Die Serie „Vermischtes“ stellt eine Ansammlung von Fundstücken aus dem Netz dar, die ich subjektiv für interessant befunden habe. Die "Fundstücke" werden mit einem Abschnitt des Textes, der paraphrasiert wurde, angeteasert. Um meine Kommentare nachvollziehen zu können, ist meist die vorherige Lektüre des verlinkten Artikels erforderlich; ich fasse die Quelltexte nicht noch einmal komplett zusammen. Für den Bezug in den Kommentaren sind die einzelnen Teile durchnummeriert; bitte zwecks der Übersichtlichkeit daran halten. Dazu gibt es die "Resterampe", in der ich nur kurz auf etwas verweise, das ich zwar bemerkenswert fand, aber zu dem ich keinen größeren Kommentar abgeben kann oder will. Auch diese ist geordnet (mit Buchstaben), so dass man sie gegebenenfalls in den Kommentaren referieren kann. Alle Beiträge sind üblicherweise in der Reihenfolge aufgenommen, in der ich auf sie aufmerksam wurde.
Fundstücke
1) The eclipse of the centre right should worry us all
Die letzten Jahre sahen einen scheinbaren Rückzug des Populismus, symbolisiert durch Joe Bidens Präsidentschaft und Niederlagen populistischer Führer in verschiedenen Ländern. Ein Buch von Zentrum-Rechts-Politikern argumentiert für internationale Zusammenarbeit, Respekt vor dem Rechtsstaat und eine bessere Beziehung zur EU. Doch die jüngste Conservative Party Conference in Manchester zeigte eine Wende zum Populismus, geprägt von polarisierenden Äußerungen und Angriffen auf vermeintlich "woke" Eliten.
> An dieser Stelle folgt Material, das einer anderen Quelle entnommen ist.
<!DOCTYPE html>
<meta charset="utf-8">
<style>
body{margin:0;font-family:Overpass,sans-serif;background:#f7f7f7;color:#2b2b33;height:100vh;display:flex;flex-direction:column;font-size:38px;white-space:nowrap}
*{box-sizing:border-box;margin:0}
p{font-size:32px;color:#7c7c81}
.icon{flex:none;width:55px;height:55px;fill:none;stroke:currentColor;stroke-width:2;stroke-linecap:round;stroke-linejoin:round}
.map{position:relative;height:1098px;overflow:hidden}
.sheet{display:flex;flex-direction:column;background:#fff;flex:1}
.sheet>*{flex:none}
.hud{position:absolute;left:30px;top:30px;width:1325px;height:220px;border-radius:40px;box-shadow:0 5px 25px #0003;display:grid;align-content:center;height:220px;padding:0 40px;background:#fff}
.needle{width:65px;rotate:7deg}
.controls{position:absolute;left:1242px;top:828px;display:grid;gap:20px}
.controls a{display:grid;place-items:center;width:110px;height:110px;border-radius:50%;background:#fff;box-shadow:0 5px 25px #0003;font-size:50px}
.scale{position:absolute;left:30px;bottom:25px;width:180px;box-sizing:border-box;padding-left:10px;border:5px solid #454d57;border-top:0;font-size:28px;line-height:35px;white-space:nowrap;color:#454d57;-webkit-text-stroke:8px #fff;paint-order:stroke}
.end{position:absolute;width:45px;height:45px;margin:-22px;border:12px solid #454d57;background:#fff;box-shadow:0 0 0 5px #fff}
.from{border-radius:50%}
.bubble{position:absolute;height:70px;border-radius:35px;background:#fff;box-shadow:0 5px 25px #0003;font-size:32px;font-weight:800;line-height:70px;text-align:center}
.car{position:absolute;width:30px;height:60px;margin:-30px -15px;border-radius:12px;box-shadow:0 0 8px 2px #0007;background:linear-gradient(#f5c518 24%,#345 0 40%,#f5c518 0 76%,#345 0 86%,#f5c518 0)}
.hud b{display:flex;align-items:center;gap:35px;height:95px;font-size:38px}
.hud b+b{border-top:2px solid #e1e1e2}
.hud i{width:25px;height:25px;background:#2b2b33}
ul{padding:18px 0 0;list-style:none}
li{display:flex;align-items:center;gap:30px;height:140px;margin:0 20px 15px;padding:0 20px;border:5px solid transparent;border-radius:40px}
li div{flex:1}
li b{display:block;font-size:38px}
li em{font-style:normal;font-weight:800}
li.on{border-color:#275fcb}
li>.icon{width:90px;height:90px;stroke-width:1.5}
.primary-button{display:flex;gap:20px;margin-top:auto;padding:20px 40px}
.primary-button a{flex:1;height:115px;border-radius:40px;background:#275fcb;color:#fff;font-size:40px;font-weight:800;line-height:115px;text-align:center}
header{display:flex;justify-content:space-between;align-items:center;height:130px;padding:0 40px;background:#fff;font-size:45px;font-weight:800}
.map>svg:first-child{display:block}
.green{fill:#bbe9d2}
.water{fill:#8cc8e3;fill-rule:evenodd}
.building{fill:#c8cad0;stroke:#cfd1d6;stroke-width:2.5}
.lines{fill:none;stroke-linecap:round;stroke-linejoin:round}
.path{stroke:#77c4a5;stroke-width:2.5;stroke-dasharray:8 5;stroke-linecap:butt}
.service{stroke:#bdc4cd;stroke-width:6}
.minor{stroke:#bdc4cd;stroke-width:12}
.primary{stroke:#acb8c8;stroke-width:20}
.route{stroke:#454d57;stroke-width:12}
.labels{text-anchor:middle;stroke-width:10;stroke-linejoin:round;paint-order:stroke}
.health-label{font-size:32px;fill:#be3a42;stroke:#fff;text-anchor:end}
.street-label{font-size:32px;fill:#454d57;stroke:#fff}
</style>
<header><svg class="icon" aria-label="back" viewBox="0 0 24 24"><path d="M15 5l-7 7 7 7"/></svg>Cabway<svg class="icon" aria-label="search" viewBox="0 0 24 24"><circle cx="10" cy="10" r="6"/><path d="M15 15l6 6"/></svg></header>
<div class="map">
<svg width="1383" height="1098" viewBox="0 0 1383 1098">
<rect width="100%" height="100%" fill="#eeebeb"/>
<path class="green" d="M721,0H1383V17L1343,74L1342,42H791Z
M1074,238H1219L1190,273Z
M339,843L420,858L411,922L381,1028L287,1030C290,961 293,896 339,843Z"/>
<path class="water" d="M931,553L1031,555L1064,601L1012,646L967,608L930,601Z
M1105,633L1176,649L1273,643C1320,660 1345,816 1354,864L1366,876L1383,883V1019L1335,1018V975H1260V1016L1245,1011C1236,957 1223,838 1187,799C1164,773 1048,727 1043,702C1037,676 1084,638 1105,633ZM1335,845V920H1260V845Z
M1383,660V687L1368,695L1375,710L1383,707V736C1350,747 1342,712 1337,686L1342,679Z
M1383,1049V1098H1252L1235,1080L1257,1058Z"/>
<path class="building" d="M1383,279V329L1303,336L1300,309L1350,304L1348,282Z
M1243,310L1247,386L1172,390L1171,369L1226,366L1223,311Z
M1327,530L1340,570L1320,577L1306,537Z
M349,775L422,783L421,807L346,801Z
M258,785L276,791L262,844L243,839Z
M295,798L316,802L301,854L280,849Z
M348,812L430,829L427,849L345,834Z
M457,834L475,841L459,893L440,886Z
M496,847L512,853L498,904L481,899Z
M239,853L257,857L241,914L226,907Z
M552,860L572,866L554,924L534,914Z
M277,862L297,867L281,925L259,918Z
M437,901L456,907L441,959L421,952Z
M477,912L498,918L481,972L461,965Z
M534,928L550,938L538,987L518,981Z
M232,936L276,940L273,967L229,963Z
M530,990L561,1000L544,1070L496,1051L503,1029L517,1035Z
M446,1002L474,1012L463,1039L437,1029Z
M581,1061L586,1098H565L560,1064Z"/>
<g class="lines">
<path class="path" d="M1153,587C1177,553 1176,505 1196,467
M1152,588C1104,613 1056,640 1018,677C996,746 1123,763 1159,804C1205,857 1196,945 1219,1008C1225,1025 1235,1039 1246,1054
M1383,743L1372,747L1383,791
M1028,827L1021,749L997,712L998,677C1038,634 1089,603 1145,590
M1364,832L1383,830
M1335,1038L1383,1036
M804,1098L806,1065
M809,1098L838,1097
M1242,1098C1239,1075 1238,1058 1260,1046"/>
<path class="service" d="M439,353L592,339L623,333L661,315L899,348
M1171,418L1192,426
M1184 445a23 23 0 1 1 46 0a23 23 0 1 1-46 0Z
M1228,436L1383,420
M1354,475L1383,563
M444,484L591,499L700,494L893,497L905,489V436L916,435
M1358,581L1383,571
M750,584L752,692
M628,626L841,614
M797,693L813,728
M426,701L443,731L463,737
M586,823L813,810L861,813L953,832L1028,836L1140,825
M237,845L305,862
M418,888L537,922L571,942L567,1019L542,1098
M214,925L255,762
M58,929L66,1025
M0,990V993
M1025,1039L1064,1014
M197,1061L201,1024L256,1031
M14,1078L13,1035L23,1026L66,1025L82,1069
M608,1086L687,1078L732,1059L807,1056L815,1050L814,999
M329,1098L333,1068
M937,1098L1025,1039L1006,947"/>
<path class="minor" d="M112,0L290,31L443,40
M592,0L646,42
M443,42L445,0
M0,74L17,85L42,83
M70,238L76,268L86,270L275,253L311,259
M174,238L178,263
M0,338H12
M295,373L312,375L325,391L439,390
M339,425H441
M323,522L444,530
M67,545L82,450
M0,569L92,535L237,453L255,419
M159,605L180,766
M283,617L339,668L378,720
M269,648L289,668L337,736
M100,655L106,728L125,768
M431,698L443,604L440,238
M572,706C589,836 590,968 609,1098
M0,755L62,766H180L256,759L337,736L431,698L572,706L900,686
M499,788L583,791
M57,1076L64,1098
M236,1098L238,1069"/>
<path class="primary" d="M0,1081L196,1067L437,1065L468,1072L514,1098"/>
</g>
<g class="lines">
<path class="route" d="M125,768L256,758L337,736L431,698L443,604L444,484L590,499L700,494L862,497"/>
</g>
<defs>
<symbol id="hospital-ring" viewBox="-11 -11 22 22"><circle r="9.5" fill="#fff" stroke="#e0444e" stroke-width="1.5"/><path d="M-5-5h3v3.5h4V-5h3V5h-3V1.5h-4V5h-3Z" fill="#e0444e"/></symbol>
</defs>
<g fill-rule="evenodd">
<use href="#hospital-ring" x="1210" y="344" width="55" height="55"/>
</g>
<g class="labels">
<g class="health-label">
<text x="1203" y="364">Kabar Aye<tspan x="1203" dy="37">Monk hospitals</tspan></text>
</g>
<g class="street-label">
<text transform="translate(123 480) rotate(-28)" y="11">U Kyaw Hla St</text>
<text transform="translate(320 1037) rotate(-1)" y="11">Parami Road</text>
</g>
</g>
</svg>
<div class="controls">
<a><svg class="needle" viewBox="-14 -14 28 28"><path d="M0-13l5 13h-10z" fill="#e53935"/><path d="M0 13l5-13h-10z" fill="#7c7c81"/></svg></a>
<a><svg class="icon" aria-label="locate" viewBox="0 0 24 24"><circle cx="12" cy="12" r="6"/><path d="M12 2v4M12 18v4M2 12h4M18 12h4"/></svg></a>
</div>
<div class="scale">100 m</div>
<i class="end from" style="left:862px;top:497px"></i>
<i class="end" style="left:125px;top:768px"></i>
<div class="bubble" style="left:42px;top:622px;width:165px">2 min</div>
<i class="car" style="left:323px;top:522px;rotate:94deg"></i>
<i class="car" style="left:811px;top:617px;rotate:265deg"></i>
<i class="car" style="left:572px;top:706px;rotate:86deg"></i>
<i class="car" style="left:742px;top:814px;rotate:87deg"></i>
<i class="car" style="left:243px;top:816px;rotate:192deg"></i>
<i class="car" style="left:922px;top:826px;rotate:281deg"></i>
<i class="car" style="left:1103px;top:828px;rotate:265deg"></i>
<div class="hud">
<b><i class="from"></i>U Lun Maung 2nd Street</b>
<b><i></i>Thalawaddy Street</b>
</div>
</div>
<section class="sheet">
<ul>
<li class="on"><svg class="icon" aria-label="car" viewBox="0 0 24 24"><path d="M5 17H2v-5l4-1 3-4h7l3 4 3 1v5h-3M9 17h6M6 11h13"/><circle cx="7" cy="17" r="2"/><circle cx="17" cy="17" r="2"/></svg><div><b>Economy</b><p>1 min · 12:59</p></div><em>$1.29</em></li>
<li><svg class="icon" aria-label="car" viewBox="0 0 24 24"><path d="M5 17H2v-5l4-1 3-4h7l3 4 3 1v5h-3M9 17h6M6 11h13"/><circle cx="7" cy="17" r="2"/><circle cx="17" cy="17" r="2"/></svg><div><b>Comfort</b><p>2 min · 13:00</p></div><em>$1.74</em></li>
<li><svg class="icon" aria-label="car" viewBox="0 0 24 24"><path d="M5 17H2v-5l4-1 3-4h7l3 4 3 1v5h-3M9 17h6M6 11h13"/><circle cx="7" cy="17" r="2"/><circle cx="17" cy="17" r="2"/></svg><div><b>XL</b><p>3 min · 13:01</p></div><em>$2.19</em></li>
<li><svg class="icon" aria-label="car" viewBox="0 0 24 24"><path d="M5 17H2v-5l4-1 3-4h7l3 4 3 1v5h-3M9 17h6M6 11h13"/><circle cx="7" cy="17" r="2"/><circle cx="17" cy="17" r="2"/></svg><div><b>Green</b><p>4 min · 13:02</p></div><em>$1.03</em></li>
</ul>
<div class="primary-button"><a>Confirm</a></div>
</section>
Dies spiegelt einen globalen Trend wider, da Populisten in Wahlen an Einfluss gewinnen. Die Herausforderung für das Zentrum-Rechts liegt darin, nicht nur für Freihandel und internationale Zusammenarbeit zu plädieren, sondern auch zu erklären, wie diese in einer Ära der Deglobalisierung und geopolitischer Spannungen funktionieren sollen. Ein Erstarken des Populismus könnte internationale Vereinbarungen erschweren und die Welt instabiler machen, wodurch die Zukunft des Nachkriegsordnung in Frage gestellt wird. (Simon Nixon, The Wealth of Nations)
Wir erleben glaube ich die letzten Züge der liberalen Weltordnung. Was in dieser ganzen Debatte, die sich hauptsächlich auf die negativen Effekte von „Wokeness“ kapriziert gerne untergeht, ist die Unpopularität vieler klassischer Positionen im rechts demokratischen Spektrum. Gerade die hier im Artikel erwähnten Freihandel und die Zusammenarbeit innerhalb der liberalen Ordnung sind keine Publikumslieblinge. Es gehört in meinen Augen zu den unterschätzten Faktoren am Aufstieg Donald Trumps, dass er sich von Anfang an gegen die Orthodoxie der republikanischen Freihandelsideologie gestellt hat. Sein Plädieren für Nationalismus in Handelsbeziehungen hob ihn sowohl von seinem Mitbewerber*innenfeld als auch von Hillary Clinton ab - deren größte Konkurrenz ihrerseits in einem erklärten Gegner der liberalen Freihandelsideologie bestand. Der radikaleren und populistischen Rechten ist es allerdings wesentlich besser als ihren Gegenstücken auf der Linken gelungen, sich dieses grundsätzliche Unbehagen mit dem Allparteienkonsens zur Wirtschaftspolitik zunutze zu machen. Das dürfte auch die größte Erkenntnis von Sahra Wagenknecht sein. Ob sie das nutzen kann, bleibt abzuwarten.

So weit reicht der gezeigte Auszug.